Mais que faire en pareille situation ? Si les témoignages recueillis auprès d’un certain nombre d’acteurs du hirak, d’universitaires et de collègues journalistes, divergent sur la manière de conduire le processus de transition, l’avis est toutefois unanime sur la nécessité de poursuivre le mouvement de contestation jusqu’au départ de ceux, aujourd’hui bien identifiés, qui entravent la volonté du peuple de gérer lui-même son propre destin. S’ils ne sont pas contre l’adaptation des modes de lutte aux difficultés qui surgiraient sur le terrain par la faute des services de répression zélés et des manipulations de foules, tous nos interlocuteurs sans exception, insistent pour que cette révolution demeure pacifique car, affirment-ils, c’est ce pacifisme qui a su épargner des vies humaines et les biens de la communauté.

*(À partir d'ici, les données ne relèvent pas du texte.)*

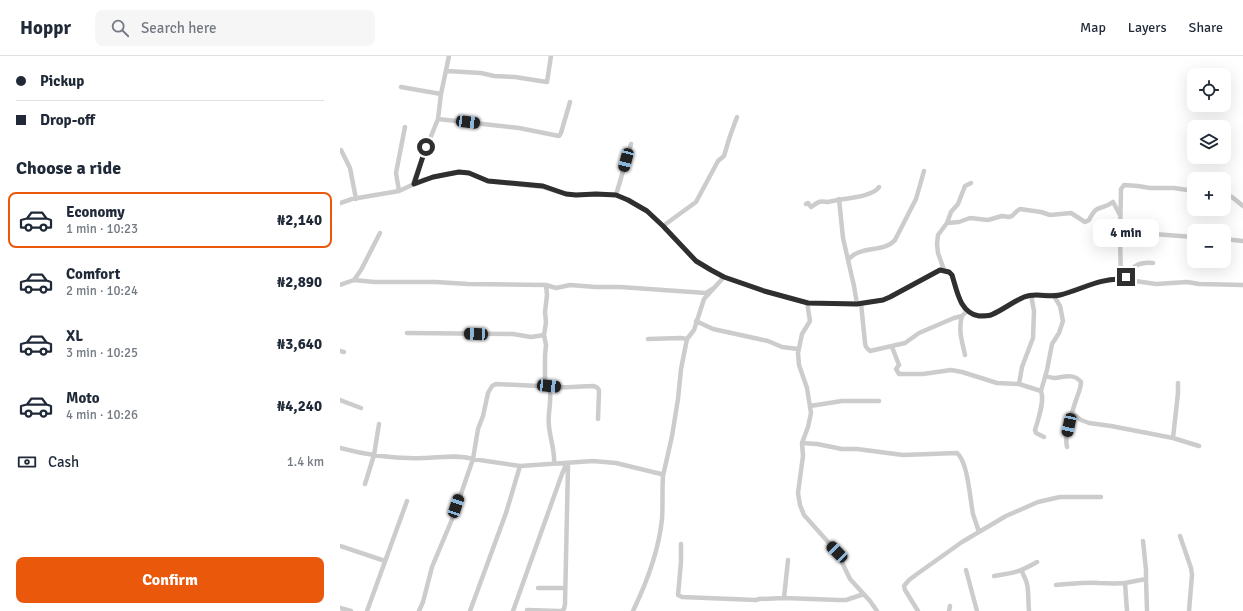 <!DOCTYPE html>
<meta charset="utf-8">
<style>
body{margin:0;font-family:Signika,sans-serif;background:#f6f6f7;color:#1f2937;height:100vh;display:flex;flex-direction:column;font-size:15px;white-space:nowrap}
*{box-sizing:border-box;margin:0}
p{font-size:13px;color:#747a83}
.icon{flex:none;width:22px;height:22px;fill:none;stroke:currentColor;stroke-width:2;stroke-linecap:round;stroke-linejoin:round}
.map{position:relative;flex:1;overflow:hidden}
.drawer{display:flex;flex-direction:column;background:#fff;width:340px}
.drawer>*{flex:none}
.guide{display:grid;align-content:center;height:88px;padding:0 16px;background:#fff}
.controls{position:absolute;left:847px;top:12px;display:grid;gap:8px}
.controls a{display:grid;place-items:center;width:44px;height:44px;border-radius:8px;background:#fff;box-shadow:0 4px 16px #0002;font-size:20px}
.end{position:absolute;width:18px;height:18px;margin:-9px;border:5px solid #2f2f2f;background:#fff;box-shadow:0 0 0 2px #fff}
.from{border-radius:50%}
.bubble{position:absolute;height:28px;border-radius:8px;background:#fff;box-shadow:0 4px 16px #0002;font-size:13px;font-weight:700;line-height:28px;text-align:center}
.car{position:absolute;width:12px;height:24px;margin:-12px -6px;border-radius:5px;box-shadow:0 0 3px 1px #0007;background:linear-gradient(#222 24%,#8ab4d8 0 40%,#222 0 76%,#8ab4d8 0 86%,#222 0)}
.guide b{display:flex;align-items:center;gap:14px;height:38px;font-size:15px}
.guide b+b{border-top:1px solid #e0e1e3}
.guide i{width:10px;height:10px;background:#1f2937}
ul{padding:0;list-style:none}
li{display:flex;align-items:center;gap:12px;height:56px;margin:0 8px 6px;padding:0 8px;border:2px solid transparent;border-radius:8px}
li div{flex:1}
li b{display:block;font-size:15px}
li em{font-style:normal;font-weight:700}
li.on{border-color:#ea580c}
li>.icon{width:36px;height:36px;stroke-width:1.5}
h2{padding:0 16px;font-size:18px;line-height:48px}
.pay{display:flex;align-items:center;gap:10px;height:44px;padding:0 16px;font-size:15px}
.pay p{margin-inline-start:auto}
.action{display:flex;gap:8px;margin-top:auto;padding:8px 16px}
.action a{flex:1;height:46px;border-radius:8px;background:#ea580c;color:#fff;font-size:16px;font-weight:700;line-height:46px;text-align:center}
header{display:flex;align-items:center;gap:24px;box-sizing:border-box;height:56px;padding:0 20px;background:#fff;border-bottom:1px solid #e0e1e3}
header strong{font-size:19px}
nav{display:flex;gap:22px;margin-inline-start:auto;font-size:14px}
.search{width:280px;height:36px;background:#f6f6f7;display:flex;align-items:center;gap:10px;box-sizing:border-box;padding:0 14px;border-radius:8px;color:#747a83;font-size:15px}
main{display:flex;flex:1;min-height:0}
.map>svg:first-child{display:block}
</style>
<header>
<strong>Hoppr</strong>
<div class="search"><svg class="icon" aria-label="search" viewBox="0 0 24 24"><circle cx="10" cy="10" r="6"/><path d="M15 15l6 6"/></svg>Search here</div>
<nav><a>Map</a><a>Layers</a><a>Share</a></nav>
</header>
<main>
<section class="drawer">
<div class="guide">
<b><i class="from"></i>Pickup</b>
<b><i></i>Drop-off</b>
</div>
<h2>Choose a ride</h2>
<ul>
<li class="on"><svg class="icon" aria-label="car" viewBox="0 0 24 24"><path d="M5 17H2v-5l4-1 3-4h7l3 4 3 1v5h-3M9 17h6M6 11h13"/><circle cx="7" cy="17" r="2"/><circle cx="17" cy="17" r="2"/></svg><div><b>Economy</b><p>1 min · 10:23</p></div><em>₦2,140</em></li>
<li><svg class="icon" aria-label="car" viewBox="0 0 24 24"><path d="M5 17H2v-5l4-1 3-4h7l3 4 3 1v5h-3M9 17h6M6 11h13"/><circle cx="7" cy="17" r="2"/><circle cx="17" cy="17" r="2"/></svg><div><b>Comfort</b><p>2 min · 10:24</p></div><em>₦2,890</em></li>
<li><svg class="icon" aria-label="car" viewBox="0 0 24 24"><path d="M5 17H2v-5l4-1 3-4h7l3 4 3 1v5h-3M9 17h6M6 11h13"/><circle cx="7" cy="17" r="2"/><circle cx="17" cy="17" r="2"/></svg><div><b>XL</b><p>3 min · 10:25</p></div><em>₦3,640</em></li>
<li><svg class="icon" aria-label="car" viewBox="0 0 24 24"><path d="M5 17H2v-5l4-1 3-4h7l3 4 3 1v5h-3M9 17h6M6 11h13"/><circle cx="7" cy="17" r="2"/><circle cx="17" cy="17" r="2"/></svg><div><b>Moto</b><p>4 min · 10:26</p></div><em>₦4,240</em></li>
</ul>
<div class="pay"><svg class="icon" aria-label="cash" viewBox="0 0 24 24"><path d="M3 7h18v10H3z"/><circle cx="12" cy="12" r="2"/></svg>Cash<p>1.4 km</p></div>
<div class="action"><a>Confirm</a></div>
</section>
<div class="map">
<svg width="903" height="555" viewBox="0 0 903 555">
<rect width="100%" height="100%" fill="#fff"/>
<g fill="none" stroke-linecap="round" stroke-linejoin="round">
<path stroke="#ccc" stroke-width="4.5" d="M 106,15 L 141,17 L 154,20 L 175,21 L 207,26 L 211,0
M 61,31 L 101,38
M 98,63 L 179,72 L 219,80 L 221,77 L 230,46
M 1,94 L 10,112 L 16,143
M 73,128 L 83,100 L 98,63 L 101,38 L 109,0
M 59,135 L 56,117 L 65,71
M 276,139 L 291,88
M 884,139 L 892,141 L 903,150
M 499,143 L 503,182 L 514,230 L 517,248
M 0,147 L 12,143 L 59,135 L 83,124 L 107,118 L 119,116 L 129,117 L 148,125 L 203,131 L 226,138 L 236,139 L 256,138 L 276,139 L 288,144 L 307,155 L 323,170 L 356,205 L 371,214 L 384,221 L 425,235 L 468,247 L 517,248 L 543,244 L 550,241 L 600,214 L 609,216 L 612,219 L 621,247 L 625,253 L 633,259 L 645,260 L 651,259 L 683,242 L 691,239 L 720,239 L 755,227 L 771,224 L 781,223 L 816,228 L 847,226 L 859,228 L 903,229
M 466,148 L 468,147 L 471,151 C 473,150 476,147 479,146 C 482,145 485,146 488,146 C 501,142 532,142 539,131
M 607,167 L 619,166 L 630,162 L 648,164 L 662,160 L 669,161 L 672,160 L 677,155 L 680,153 L 701,156 L 710,159 L 731,157 L 745,166 L 749,164 C 758,146 760,156 773,146 L 780,159
M 323,170 L 356,146 L 378,105 L 384,100 L 390,80 L 397,61
M 780,182 L 783,177 L 786,176 L 854,181
M 884,183 L 903,185
M 508,204 C 520,189 544,197 555,184 L 576,143 L 584,115
M 604,214 L 598,197 L 597,188 L 598,179 L 607,167 L 611,156 L 618,148 L 625,130 L 631,127
M 781,223 L 780,182 L 781,133 L 784,129 L 798,130 L 810,132 L 834,132 L 854,135
M 14,224 L 21,214 L 40,177
M 785,224 C 790,210 799,206 813,207
M 0,229 L 14,224 L 34,226 L 96,226 L 128,228 L 206,229 L 216,232 L 230,229 L 256,231 L 280,231 L 366,237 L 374,232
M 467,246 L 470,265 L 462,278 L 458,297 L 459,309 L 467,332 L 471,357 L 468,371 L 462,387 L 463,400 L 458,437 L 460,449 L 464,459 L 497,496 L 510,523 L 530,545 L 537,555
M 521,247 L 525,287 L 526,291 L 530,295 L 565,287 L 579,277 L 614,262 L 622,260 L 627,255
M 622,260 C 618,274 622,285 625,299
M 356,265 L 373,273 L 428,285 L 442,291 L 458,293
M 67,277 L 173,278 L 191,281 L 204,279
M 308,283 L 341,282 L 347,283 L 354,274 L 364,243 L 384,221
M 552,291 L 559,309 L 556,313 L 559,318 L 583,318 L 611,314 L 622,316 L 657,327 L 679,328 L 701,335 C 705,345 698,364 695,374 L 696,377 L 704,381
M 0,295 L 4,296
M 705,320 C 709,321 712,322 715,322 C 724,321 734,317 741,326 C 741,332 738,338 736,344 C 732,357 724,378 727,391
M 205,328 L 205,300 L 206,289 L 204,279 L 206,266 L 205,256 L 207,239 L 206,229
M 679,328 L 682,311 L 693,282 L 694,255 L 691,239
M 209,329 C 213,342 207,357 209,370 C 210,383 215,394 214,407
M 701,335 L 707,314 L 712,288 L 719,277 L 723,265 L 720,250 L 714,240
M 0,344 L 21,352
M 470,350 L 502,345 L 539,345
M 733,358 L 741,364 L 749,367 L 771,370 L 833,382 L 859,390
M 833,382 L 838,337 L 838,327
M 462,387 L 477,388 L 502,393 L 517,393 L 563,399 L 617,397 C 628,406 630,443 633,458 C 635,464 637,470 639,476
M 0,392 C 26,399 56,403 83,402 C 99,402 117,398 133,403 L 180,410 L 253,405 L 276,407 L 321,418 L 323,420 C 322,434 323,449 322,463 C 319,493 306,528 293,555
M 323,420 L 332,380 L 338,343 L 341,313 L 347,283
M 25,428 L 34,399 L 39,368
M 840,480 L 851,512 L 852,519 L 849,555
M 341,488 L 341,506 L 338,539 L 342,541 L 416,544 L 419,543 L 444,542 L 499,544 L 506,544 L 524,538
M 0,490 L 45,505
M 626,514 L 637,555
M 682,515 C 683,519 686,523 687,528 C 689,537 688,546 689,555
M 654,520 C 674,517 680,516 697,506
M 806,523 L 807,554
M 785,527 L 806,523 L 806,514 L 803,485
M 716,529 C 731,528 745,526 759,527 C 768,527 776,528 785,527 L 787,555
M 198,532 L 225,532
M 444,542 L 448,504
M 0,552 L 11,555
M 187,554 L 219,555
M 27,555 L 67,445
M 79,555 L 83,546 L 92,511 L 113,461 L 133,403 L 138,373 L 143,360 L 148,337 L 152,330 L 156,328 L 199,330 L 205,328 C 215,334 240,330 253,330 C 257,331 259,332 259,336 L 258,363
M 130,555 L 166,457 L 180,410
M 173,555 L 222,418 L 225,411 L 228,413
M 221,555 L 224,553 L 225,548 L 228,410
M 578,555 L 565,534 L 564,530 L 569,524 L 577,518 L 622,486 L 666,460 L 698,446 L 720,441 L 761,441
M 609,555 L 610,550"/>
</g>
<g fill="none" stroke-linecap="round" stroke-linejoin="round">
<path stroke="#2f2f2f" stroke-width="5" d="M 86,91 L 74,128 L 93,121 L 119,116 L 129,117 L 148,125 L 203,130 L 226,138 L 236,139 L 256,138 L 276,139 L 288,144 L 307,155 L 323,170 L 356,205 L 371,214 L 384,221 L 424,235 L 468,247 L 517,248 L 543,244 L 550,241 L 600,214 L 609,216 L 612,219 C 617,235 620,257 639,260 C 643,260 647,260 651,259 C 663,254 672,246 684,241 C 697,236 707,242 720,239 C 741,234 763,220 785,224 L 786,221"/>
</g>
</svg>
<div class="controls">
<a><svg class="icon" aria-label="locate" viewBox="0 0 24 24"><circle cx="12" cy="12" r="6"/><path d="M12 2v4M12 18v4M2 12h4M18 12h4"/></svg></a>
<a><svg class="icon" aria-label="layers" viewBox="0 0 24 24"><path d="M12 4l9 5-9 5-9-5zM3 14l9 5 9-5"/></svg></a>
<a>+</a>
<a>−</a>
</div>
<i class="end from" style="left:86px;top:91px"></i>
<i class="end" style="left:786px;top:221px"></i>
<div class="bubble" style="left:753px;top:163px;width:66px">4 min</div>
<i class="car" style="left:128px;top:66px;rotate:97deg"></i>
<i class="car" style="left:286px;top:104px;rotate:195deg"></i>
<i class="car" style="left:136px;top:278px;rotate:272deg"></i>
<i class="car" style="left:209px;top:330px;rotate:96deg"></i>
<i class="car" style="left:729px;top:369px;rotate:192deg"></i>
<i class="car" style="left:116px;top:450px;rotate:18deg"></i>
<i class="car" style="left:497px;top:496px;rotate:315deg"></i>
</div>
</main>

C’est également cette non-violence, qui fait l’admiration de la communauté internationale et nous préserve de l’ingérence des puissances étrangères qui préfèrent que les algériens règlent entre eux leurs différends, tant qu’ils seront capables de le faire pacifiquement. Ceux qui ont tout à perdre de cette révolution « dégagiste » le savent et feront tout pour provoquer des violences qu’ils se dépêcheront de mettre au passif du hirak pour justifier l’instauration d’un état de siège qui permettra au commandement militaire de rester légitimement au pouvoir de longues années encore. Il y aura certainement un prix à payer à cette « contre révolution d’Etat », en termes, d’emprisonnements, de répressions diverses, d’intimidations et, plus grave encore, de tentatives de divisions d’un peuple que tout devrait unir. On jouera en effet beaucoup sur les fibres religieuses et identitaires pour susciter des divisions au sein des manifestants, mais la conscience politique des algériens n’est plus la même qu’au temps du parti unique. Les réseaux sociaux, les grandes manifestations hebdomadaires et l’information de proximité, qui n’existaient pas en ce temps, sont déjà mises à contribution par les jeunes acteurs « branchés » du hirak pour déjouer, comme ils l’ont fait à plusieurs reprises, les ruses et coups de boutoir émanant du pouvoir et de ses clients.